2. Basis of Presentation
The condensed consolidated financial statements reflect all adjustments (consisting only of normal recurring adjustments) which are, in our opinion, necessary for a fair presentation of the results of the interim periods, and are presented on an unaudited basis. These financial statements should be read in conjunction with the financial information contained in our Annual Report on Form 10-K for the year ended December 31, 2004, which is on file with the U.S. Securities and Exchange Commission (2004 Annual Report).
The results of operations for the three-month periods ended March 31, 2005 and 2004 are not necessarily indicative of the results to be expected for the full year.
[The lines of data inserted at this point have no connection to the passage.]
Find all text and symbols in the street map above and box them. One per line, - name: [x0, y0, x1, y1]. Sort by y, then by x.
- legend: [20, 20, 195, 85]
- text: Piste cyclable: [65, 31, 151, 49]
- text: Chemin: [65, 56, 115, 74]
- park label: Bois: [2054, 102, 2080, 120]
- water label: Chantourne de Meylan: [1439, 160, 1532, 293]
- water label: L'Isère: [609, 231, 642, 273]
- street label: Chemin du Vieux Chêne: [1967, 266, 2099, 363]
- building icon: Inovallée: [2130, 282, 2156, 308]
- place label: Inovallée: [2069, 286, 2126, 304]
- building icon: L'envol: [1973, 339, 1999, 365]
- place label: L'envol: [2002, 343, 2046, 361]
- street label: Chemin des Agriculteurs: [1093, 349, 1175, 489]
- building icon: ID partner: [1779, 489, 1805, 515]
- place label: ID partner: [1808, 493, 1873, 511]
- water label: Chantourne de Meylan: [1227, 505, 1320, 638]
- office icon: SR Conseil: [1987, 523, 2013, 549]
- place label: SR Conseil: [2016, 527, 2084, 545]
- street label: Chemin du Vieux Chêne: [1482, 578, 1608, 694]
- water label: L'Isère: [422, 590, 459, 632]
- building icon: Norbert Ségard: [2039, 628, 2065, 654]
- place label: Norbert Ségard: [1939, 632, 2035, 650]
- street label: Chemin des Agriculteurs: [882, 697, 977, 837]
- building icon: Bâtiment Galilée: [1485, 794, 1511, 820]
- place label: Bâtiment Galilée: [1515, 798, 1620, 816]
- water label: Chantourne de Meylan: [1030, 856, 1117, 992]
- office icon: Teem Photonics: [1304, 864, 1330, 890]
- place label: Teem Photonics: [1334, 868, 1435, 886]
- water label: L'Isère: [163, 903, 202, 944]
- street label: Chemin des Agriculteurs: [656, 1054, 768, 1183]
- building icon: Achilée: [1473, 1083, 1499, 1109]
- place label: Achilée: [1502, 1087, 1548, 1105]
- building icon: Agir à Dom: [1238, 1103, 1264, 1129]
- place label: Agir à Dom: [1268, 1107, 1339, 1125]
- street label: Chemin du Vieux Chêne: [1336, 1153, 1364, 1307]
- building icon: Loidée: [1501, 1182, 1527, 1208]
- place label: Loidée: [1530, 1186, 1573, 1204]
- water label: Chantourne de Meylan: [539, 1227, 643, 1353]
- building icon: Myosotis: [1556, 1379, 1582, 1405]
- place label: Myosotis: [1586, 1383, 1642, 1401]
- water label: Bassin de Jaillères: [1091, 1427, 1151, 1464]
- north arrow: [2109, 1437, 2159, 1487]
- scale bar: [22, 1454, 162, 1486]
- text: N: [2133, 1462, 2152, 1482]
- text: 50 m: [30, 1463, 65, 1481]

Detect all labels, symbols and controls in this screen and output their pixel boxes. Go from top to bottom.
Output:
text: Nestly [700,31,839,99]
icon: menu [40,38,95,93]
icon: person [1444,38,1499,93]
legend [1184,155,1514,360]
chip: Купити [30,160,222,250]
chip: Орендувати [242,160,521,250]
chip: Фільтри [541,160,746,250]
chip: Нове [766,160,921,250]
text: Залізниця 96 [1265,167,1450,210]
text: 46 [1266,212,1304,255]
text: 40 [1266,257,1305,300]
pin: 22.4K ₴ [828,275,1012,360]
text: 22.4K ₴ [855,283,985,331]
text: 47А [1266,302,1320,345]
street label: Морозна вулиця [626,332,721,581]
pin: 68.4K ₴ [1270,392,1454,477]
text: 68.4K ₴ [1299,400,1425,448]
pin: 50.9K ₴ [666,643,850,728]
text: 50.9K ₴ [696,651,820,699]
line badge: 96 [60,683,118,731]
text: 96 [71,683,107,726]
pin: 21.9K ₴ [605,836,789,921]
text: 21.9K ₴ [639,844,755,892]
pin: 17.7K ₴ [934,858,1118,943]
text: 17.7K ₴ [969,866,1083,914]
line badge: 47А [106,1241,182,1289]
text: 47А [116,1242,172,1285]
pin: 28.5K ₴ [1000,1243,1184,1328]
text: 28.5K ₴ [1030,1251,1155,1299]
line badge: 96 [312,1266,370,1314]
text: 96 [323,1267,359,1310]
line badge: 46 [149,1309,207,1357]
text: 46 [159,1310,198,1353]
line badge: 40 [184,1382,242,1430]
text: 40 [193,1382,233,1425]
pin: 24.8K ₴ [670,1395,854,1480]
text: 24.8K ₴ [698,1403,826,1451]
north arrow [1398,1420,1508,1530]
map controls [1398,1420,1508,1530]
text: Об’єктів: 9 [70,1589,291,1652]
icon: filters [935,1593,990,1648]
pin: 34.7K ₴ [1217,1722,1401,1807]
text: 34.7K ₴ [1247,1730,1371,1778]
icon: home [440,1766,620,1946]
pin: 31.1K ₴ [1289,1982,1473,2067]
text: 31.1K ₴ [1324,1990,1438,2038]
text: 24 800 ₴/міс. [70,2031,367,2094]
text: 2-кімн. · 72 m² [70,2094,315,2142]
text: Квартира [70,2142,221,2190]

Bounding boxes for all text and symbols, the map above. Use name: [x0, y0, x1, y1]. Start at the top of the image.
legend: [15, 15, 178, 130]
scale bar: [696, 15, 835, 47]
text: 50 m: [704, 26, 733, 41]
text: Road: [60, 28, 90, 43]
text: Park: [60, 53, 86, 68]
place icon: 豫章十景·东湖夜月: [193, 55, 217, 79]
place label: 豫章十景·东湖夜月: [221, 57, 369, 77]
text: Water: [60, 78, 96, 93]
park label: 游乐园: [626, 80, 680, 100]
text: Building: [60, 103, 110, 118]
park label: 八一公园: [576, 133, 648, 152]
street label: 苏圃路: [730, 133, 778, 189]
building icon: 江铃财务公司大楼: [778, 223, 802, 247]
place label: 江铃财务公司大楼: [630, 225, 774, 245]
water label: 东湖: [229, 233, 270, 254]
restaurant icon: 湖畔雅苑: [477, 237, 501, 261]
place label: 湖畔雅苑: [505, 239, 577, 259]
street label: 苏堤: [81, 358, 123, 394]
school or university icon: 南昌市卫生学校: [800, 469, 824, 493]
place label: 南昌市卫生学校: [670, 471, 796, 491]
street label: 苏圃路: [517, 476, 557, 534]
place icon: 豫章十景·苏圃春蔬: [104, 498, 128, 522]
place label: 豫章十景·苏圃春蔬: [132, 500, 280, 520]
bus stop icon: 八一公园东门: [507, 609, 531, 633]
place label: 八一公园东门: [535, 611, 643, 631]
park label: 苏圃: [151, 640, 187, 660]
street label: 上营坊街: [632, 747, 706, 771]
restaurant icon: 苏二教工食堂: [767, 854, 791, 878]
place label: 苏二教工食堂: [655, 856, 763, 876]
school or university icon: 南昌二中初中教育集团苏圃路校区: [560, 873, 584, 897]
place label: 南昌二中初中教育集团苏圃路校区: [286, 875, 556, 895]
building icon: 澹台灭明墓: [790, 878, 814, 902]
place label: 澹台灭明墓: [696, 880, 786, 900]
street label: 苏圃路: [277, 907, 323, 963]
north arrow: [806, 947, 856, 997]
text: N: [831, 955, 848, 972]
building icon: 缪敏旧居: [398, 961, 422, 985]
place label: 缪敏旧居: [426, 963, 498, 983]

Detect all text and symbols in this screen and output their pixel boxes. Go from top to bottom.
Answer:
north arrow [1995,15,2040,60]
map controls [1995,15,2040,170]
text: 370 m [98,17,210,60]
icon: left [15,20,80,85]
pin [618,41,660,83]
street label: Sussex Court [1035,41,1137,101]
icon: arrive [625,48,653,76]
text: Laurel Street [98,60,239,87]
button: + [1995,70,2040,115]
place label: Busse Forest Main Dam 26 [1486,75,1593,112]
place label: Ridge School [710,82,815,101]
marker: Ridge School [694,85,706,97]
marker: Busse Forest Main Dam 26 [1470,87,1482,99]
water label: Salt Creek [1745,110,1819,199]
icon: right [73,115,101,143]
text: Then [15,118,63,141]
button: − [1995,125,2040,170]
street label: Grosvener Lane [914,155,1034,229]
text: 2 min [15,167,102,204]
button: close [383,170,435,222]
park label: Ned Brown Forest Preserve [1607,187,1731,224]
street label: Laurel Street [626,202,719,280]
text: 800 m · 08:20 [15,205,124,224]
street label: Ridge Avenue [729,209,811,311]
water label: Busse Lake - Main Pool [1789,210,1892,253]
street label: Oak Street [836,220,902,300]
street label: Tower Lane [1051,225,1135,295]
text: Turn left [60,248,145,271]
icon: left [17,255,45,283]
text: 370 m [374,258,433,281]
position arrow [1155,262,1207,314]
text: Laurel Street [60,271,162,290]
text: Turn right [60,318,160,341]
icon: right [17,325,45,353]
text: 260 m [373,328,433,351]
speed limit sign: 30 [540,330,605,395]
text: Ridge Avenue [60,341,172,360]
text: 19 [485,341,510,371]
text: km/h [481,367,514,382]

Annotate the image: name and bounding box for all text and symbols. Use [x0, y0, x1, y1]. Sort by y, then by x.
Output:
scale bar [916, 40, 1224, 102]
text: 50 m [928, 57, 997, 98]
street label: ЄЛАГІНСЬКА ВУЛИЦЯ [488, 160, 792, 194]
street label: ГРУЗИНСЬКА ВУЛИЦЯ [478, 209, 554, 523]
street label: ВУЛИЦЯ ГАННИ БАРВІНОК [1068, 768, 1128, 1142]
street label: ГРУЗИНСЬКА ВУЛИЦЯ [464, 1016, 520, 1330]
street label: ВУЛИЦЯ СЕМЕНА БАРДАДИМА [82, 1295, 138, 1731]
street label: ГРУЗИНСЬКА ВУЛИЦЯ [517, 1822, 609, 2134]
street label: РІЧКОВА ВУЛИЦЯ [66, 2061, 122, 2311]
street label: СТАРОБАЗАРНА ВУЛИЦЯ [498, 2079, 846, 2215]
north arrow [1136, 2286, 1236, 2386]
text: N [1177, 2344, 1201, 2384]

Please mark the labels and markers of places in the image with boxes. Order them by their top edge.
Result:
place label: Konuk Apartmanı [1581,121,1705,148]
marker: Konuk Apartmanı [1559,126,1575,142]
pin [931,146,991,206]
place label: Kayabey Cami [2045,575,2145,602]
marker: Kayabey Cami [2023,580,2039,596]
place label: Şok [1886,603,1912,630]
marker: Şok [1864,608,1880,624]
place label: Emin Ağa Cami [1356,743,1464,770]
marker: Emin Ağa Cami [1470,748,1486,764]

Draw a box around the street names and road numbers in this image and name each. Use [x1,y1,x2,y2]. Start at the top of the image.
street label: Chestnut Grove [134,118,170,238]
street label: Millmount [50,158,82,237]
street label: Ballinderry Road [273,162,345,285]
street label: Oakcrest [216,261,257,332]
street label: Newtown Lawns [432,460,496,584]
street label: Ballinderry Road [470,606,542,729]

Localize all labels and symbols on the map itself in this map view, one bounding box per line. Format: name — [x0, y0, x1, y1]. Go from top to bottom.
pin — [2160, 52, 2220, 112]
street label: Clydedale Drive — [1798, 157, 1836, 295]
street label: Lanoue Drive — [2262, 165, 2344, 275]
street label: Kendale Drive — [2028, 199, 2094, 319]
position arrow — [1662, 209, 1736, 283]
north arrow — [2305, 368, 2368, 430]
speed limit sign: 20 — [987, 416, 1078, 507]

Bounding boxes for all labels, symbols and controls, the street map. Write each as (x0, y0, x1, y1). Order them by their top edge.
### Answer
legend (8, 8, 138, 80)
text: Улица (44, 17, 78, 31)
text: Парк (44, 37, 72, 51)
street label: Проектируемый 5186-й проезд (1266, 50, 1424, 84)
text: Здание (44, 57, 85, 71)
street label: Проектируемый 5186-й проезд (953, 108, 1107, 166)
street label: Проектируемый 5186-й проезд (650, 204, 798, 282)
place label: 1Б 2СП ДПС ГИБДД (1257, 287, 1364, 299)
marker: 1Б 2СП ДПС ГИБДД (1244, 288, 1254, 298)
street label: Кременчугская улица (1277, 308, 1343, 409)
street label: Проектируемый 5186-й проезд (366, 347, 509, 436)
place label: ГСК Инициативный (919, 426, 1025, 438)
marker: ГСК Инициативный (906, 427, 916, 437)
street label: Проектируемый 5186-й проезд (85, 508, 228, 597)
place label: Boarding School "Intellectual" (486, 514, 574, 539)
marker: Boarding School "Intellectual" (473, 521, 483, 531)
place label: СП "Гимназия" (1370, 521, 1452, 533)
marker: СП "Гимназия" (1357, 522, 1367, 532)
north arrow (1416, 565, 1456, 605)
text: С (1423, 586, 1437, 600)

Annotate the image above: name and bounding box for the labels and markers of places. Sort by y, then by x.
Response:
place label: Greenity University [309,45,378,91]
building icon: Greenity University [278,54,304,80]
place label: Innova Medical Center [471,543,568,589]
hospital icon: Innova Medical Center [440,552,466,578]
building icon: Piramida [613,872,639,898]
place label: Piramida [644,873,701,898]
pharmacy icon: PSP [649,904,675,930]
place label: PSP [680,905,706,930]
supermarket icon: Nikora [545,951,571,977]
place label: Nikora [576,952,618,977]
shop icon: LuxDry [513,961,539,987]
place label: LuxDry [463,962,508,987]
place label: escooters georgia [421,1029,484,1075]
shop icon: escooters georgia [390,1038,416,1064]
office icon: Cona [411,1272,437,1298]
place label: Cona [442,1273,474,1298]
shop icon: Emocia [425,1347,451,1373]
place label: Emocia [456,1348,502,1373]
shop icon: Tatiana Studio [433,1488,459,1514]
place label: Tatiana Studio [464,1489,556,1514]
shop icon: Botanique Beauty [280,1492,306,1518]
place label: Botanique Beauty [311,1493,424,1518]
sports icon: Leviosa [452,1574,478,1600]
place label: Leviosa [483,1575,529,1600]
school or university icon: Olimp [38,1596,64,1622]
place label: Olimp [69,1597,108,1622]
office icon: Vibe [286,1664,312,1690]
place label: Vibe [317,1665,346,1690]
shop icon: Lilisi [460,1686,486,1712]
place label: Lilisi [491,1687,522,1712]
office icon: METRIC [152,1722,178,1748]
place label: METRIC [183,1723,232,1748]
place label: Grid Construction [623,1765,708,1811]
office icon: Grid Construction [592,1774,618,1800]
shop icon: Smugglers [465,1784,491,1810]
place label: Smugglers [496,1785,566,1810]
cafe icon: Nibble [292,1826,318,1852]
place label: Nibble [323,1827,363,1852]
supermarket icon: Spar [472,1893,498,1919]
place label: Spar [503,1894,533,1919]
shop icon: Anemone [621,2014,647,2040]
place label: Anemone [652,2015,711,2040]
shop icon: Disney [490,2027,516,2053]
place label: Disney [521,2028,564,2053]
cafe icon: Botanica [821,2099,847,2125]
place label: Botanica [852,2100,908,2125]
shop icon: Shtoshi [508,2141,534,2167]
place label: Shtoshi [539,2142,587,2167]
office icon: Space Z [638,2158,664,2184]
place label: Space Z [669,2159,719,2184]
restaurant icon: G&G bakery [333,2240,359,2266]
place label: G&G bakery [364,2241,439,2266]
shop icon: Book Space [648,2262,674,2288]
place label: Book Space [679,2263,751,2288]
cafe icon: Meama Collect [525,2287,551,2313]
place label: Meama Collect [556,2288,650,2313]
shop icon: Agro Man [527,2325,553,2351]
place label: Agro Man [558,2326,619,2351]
3. Earnings Per Common Share
Basic earnings per common share is computed by dividing net income by the weighted average number of common shares outstanding during the period. Shares issued and shares reacquired during the period are weighted for the portion of the period they were outstanding. Diluted earnings per common share has been computed based on the weighted average number of common shares outstanding, increased by the number of additional common shares that would have been outstanding if the potentially dilutive stock option shares had been issued.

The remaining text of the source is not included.